Idea of ‘Tearing Down the BQE’ Gets Fresh Look as Feds Open Their Wallets

12:01 AM EST on November 11, 2021

The Brooklyn-Queens Expressway in Brooklyn Heights. Photo: Patch

The head of a now-defunct panel that was tasked with coming up with ways to repair the beleaguered Brooklyn-Queens Expressway is now bruiting the idea of tearing down the Robert Moses-era highway — although the construction-trades honcho would rebuild it in some fashion.

New York Building Congress President & CEO Carlo Scissura — head of the 16-person panel that Mayor de Blasio created in 2019 after he nixed a plan to replace the endangered road by building a temporary highway that would have knocked out the Brooklyn Heights promenade  — said Wednesday that the city should seize the moment and reimagine the entire 11.7-mile corridor from the Verrazzano Narrows Bridge in Brooklyn to the Grand Central Parkway in Queens, in light of the new federal infrastructure bill. The legislation includes money to reconnect communities cleaved by highways like the BQE. In August, de Blasio announced plans to shore up the road, punting the fate of the expressway to the next mayor.

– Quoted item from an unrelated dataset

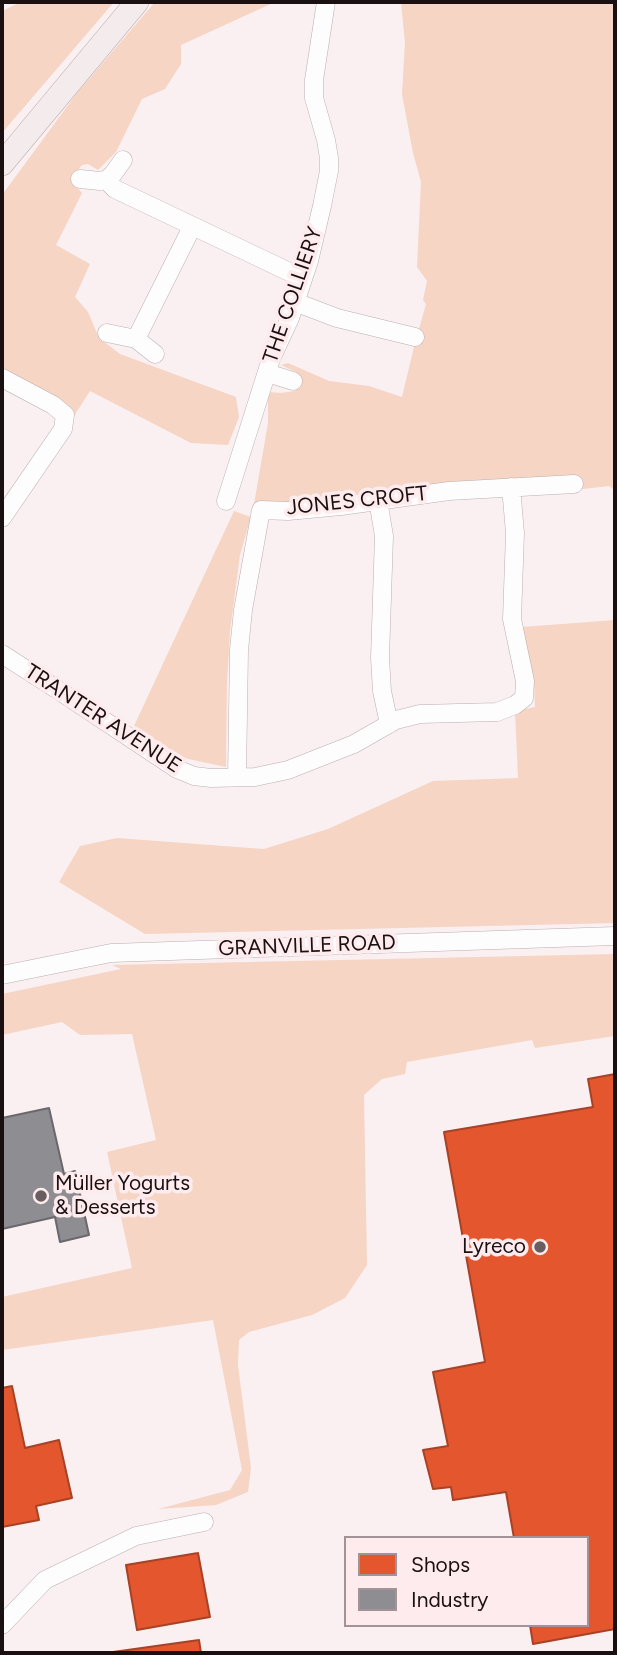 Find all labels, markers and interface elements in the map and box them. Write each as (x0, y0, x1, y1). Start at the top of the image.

“This highway stinks; it’s decrepit, and it has destroyed many communities," Scissura told business leaders at a Brooklyn Chamber of Commerce breakfast. "I am saying, get rid of it, start from scratch!" 

The remarks represent a volte-face for Scissura, who last year told Streetsblog that his panel had never even discussed tearing down the BQE. He now says that the combination of President Biden's $1.2-trillion infrastructure package, an incoming mayor and a new governor presents an opportunity to swing the wrecking ball. The legislation includes funds for grants of as much as $2 million to “study the feasibility and impacts of removing, retro-fitting, or mitigating” a highway that “creates a barrier to community connectivity, including barriers to mobility, access, or economic development." The BQE long has blighted the neighborhoods through which it cuts, including Brooklyn Heights, Fort Greene and Williamsburg, and contributes to poor air quality and worsening health outcomes, thus meriting such a grant, Scissura said.

“It’s an opportunity to finally, with federal money and a new governor and new mayor coming in, to rebuild the entire BQE into the right road for the future, that incorporates communities, climate change, resiliency and everything that goes with it,” he said. “It’s not ready for climate resiliency. It should not be a road that causes unnecessary pollution and all bad things that come with that.”

Speaking with Streetsblog after the panel discussion, Scissura offered a vision that was light on details, but he mentioned the possibility of building a “tunnel” or even a “boulevard” to replace parts of the road. There is a precedent for the latter idea: Decades ago, when the West Side Highway collapsed, the city turned it into a low-impact, at-grade, tree-lined boulevard.

In 2018, Streetsblog asked then-NYC DOT Commissioner Polly Trottenberg (who now works for U.S. Secretary of Transportation Pete Buttigieg) for her thoughts on the idea of replacing the BQE with a boulevard. She said that she shared Streetsblog’s “desire to see a city someday that has far fewer vehicles and doesn’t need a massive highway,” but added, “I don’t think that’s where the city is right now.”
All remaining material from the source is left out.